Saved entries →
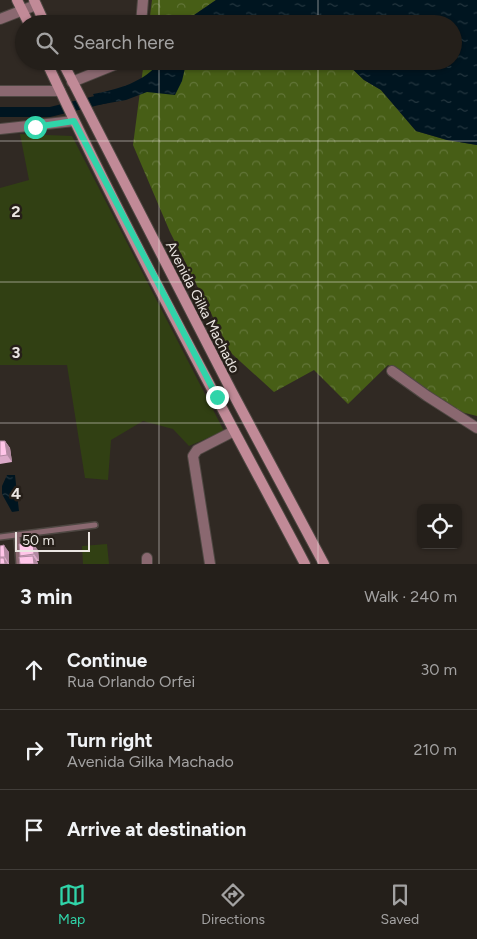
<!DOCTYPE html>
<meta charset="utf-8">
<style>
:root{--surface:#241f1a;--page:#302c27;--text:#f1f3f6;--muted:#a3a2a2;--line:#413d39;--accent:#30d4a9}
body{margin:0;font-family:Figtree,sans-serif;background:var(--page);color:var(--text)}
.controls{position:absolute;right:15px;bottom:15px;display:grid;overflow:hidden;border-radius:8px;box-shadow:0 1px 4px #0004}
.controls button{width:45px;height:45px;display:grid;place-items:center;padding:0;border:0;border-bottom:1px solid var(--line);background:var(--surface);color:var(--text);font:25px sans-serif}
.scale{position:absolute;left:15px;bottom:12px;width:75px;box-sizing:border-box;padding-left:5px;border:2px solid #ebe6e2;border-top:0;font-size:14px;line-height:18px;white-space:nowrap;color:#ebe6e2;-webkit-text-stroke:4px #261f19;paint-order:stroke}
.stop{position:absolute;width:15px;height:15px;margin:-11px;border:4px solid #30d4a9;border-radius:50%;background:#fff}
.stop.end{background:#30d4a9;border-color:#fff;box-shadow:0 1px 5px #0008}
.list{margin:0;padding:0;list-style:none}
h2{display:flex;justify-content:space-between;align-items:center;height:65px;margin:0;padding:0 20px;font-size:21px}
h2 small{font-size:16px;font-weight:400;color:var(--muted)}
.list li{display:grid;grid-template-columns:32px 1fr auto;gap:15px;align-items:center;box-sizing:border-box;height:80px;padding:0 20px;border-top:1px solid var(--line)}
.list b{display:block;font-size:19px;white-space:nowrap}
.list p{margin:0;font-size:16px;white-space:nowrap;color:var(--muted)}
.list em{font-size:16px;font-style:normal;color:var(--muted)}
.icon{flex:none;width:28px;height:28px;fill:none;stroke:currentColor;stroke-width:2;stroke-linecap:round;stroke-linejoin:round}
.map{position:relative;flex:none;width:477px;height:564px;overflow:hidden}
.search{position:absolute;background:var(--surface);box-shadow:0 1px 4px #0004;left:15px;right:15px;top:15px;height:55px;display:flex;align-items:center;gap:12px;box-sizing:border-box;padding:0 18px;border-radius:28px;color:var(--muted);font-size:19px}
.sheet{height:305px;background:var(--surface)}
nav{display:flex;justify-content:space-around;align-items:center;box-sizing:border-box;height:70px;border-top:1px solid var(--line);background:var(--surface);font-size:14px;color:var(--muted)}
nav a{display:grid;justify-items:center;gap:2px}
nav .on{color:var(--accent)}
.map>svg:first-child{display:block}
.grass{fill:#314013}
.forest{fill:url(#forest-crowns)}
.water{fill:url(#water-ripples)}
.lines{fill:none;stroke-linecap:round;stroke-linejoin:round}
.canal{stroke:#001520;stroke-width:10}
.lane-casing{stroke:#4e4742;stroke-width:8}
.street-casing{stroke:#4e4742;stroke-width:12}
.secondary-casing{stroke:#4e4742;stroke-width:12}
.lane{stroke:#8a6870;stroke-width:5}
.street{stroke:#8a6870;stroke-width:10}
.secondary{stroke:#c18a97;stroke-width:10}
.wall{fill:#dba9c8}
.shaded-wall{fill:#b28aa2}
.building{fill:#ffc5e8;stroke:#b28aa2}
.route{stroke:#30d4a9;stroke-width:6}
.grid{fill:none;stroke:#ebe6e2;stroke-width:1;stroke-opacity:0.55}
.labels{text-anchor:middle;stroke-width:5;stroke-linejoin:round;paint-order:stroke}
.street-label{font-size:14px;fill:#ebe6e2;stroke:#261f19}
.grid-label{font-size:16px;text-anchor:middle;font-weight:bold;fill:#ebe6e2;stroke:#261f19;stroke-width:5;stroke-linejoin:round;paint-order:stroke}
</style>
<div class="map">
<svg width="477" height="564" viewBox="0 0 477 564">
<defs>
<pattern id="forest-crowns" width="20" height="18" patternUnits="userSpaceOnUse" patternTransform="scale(1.25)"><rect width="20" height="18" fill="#475e16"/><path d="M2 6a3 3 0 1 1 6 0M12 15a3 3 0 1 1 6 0" fill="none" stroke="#627538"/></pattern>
<pattern id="water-ripples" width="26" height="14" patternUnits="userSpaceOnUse" patternTransform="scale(1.25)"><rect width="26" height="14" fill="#001520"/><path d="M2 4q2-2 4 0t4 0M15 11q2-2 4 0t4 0" fill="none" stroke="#253740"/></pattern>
</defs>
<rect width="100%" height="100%" fill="#302923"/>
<path class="grass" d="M20,134L72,136L224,431L189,446L173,429L143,421L111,440L108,480L85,478L67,365H0V188L29,180Z
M107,544L109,564H83L82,546Z"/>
<path class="forest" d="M152,0H216L181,24H149Z
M144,61H164L185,68L209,61H344L364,80L381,90L416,131L447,140L477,145V416L461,412L388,365L348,404L314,370L274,392L231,353L170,232L133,145Z"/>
<path class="water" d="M216,0H477V145L447,140L416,131L381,90L364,80L344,61H453V24H181Z
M160,61H209L185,68L182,81L175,95L147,92L126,100L98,105L93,94C116,90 146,82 160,61Z
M7,475H15L19,511L12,512L2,494V486Z"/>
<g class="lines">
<path class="canal" d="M0,112H50L107,98"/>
<g class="lane-casing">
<path id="lane" d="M17,535L19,564
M0,537L95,525"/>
</g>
<g class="street-casing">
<path id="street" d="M0,19L36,5
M141,24L143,0
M72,82L124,61
M0,91H60
M0,129L74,121
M392,371L427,396L477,428
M147,564V558
M210,564L193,456L197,450L234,431"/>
</g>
<g class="secondary-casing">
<path id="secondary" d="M17,0L29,24
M34,0L45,24
M46,61C126,232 217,398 305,564
M62,61L231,390L324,564"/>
</g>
<use href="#lane" class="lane"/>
<use href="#street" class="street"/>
<use href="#secondary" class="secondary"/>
</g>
<path class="wall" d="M0,441H5L10,448L12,462L0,464Z
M0,546L9,552V564H0Z
M38,550L39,561H37L38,564H20L21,557L20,556Z"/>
<path class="shaded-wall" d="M5,441L10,448L12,462L7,455Z
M33,543L38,550L39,561L34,554Z
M4,545L9,552V564L5,557Z
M33,556L38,563V564H34Z
M4,558L8,564H5Z"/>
<path class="building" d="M0,441H5L7,455L0,456Z
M33,543L34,554L20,556L19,544Z
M4,545L5,557H0V546Z
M33,556L34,564H20L19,557Z
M0,558H4L5,564H0Z"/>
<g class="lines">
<path class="route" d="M35,127L74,121L217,397"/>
</g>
<path class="grid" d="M159,0V24M318,0V24M159,61V564M318,61V564M0,141H477M0,282H477M0,423H477"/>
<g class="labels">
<g class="street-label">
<text transform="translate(203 307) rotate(63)" y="5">Avenida Gilka Machado</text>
</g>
</g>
<g class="grid-label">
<text x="16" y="217">2</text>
<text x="16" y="358">3</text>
<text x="16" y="499">4</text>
</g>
</svg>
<div class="controls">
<button><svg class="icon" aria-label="locate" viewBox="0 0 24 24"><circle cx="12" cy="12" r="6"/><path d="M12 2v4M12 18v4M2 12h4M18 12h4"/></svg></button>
</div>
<div class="scale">50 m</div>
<div class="stop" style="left:35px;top:127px"></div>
<div class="stop end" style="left:217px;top:397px"></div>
<div class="search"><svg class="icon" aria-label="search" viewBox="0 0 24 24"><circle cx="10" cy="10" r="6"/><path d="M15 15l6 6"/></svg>Search here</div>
</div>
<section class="sheet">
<h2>3 min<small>Walk · 240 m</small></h2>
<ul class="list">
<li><svg class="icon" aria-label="ahead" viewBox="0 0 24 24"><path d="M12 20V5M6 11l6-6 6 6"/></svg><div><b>Continue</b><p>Rua Orlando Orfei</p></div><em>30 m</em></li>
<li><svg class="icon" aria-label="right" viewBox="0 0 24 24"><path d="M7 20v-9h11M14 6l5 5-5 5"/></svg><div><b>Turn right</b><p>Avenida Gilka Machado</p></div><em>210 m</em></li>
<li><svg class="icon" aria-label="arrive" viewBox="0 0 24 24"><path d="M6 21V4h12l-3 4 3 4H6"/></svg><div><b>Arrive at destination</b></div></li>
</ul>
</section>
<nav>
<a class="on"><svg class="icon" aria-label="map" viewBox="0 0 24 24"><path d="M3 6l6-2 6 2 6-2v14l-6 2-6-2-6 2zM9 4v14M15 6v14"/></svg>Map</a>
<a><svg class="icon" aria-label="directions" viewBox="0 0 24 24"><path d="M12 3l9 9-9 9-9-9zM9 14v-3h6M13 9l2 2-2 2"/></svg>Directions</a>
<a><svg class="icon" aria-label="saved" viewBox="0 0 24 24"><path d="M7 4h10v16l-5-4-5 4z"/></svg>Saved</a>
</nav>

THE TASK → Scan the records above. Return every line with "white" in it.

RESULT OF THE EXERCISE →
.scale{position:absolute;left:15px;bottom:12px;width:75px;box-sizing:border-box;padding-left:5px;border:2px solid #ebe6e2;border-top:0;font-size:14px;line-height:18px;white-space:nowrap;color:#ebe6e2;-webkit-text-stroke:4px #261f19;paint-order:stroke}
.list b{display:block;font-size:19px;white-space:nowrap}
.list p{margin:0;font-size:16px;white-space:nowrap;color:var(--muted)}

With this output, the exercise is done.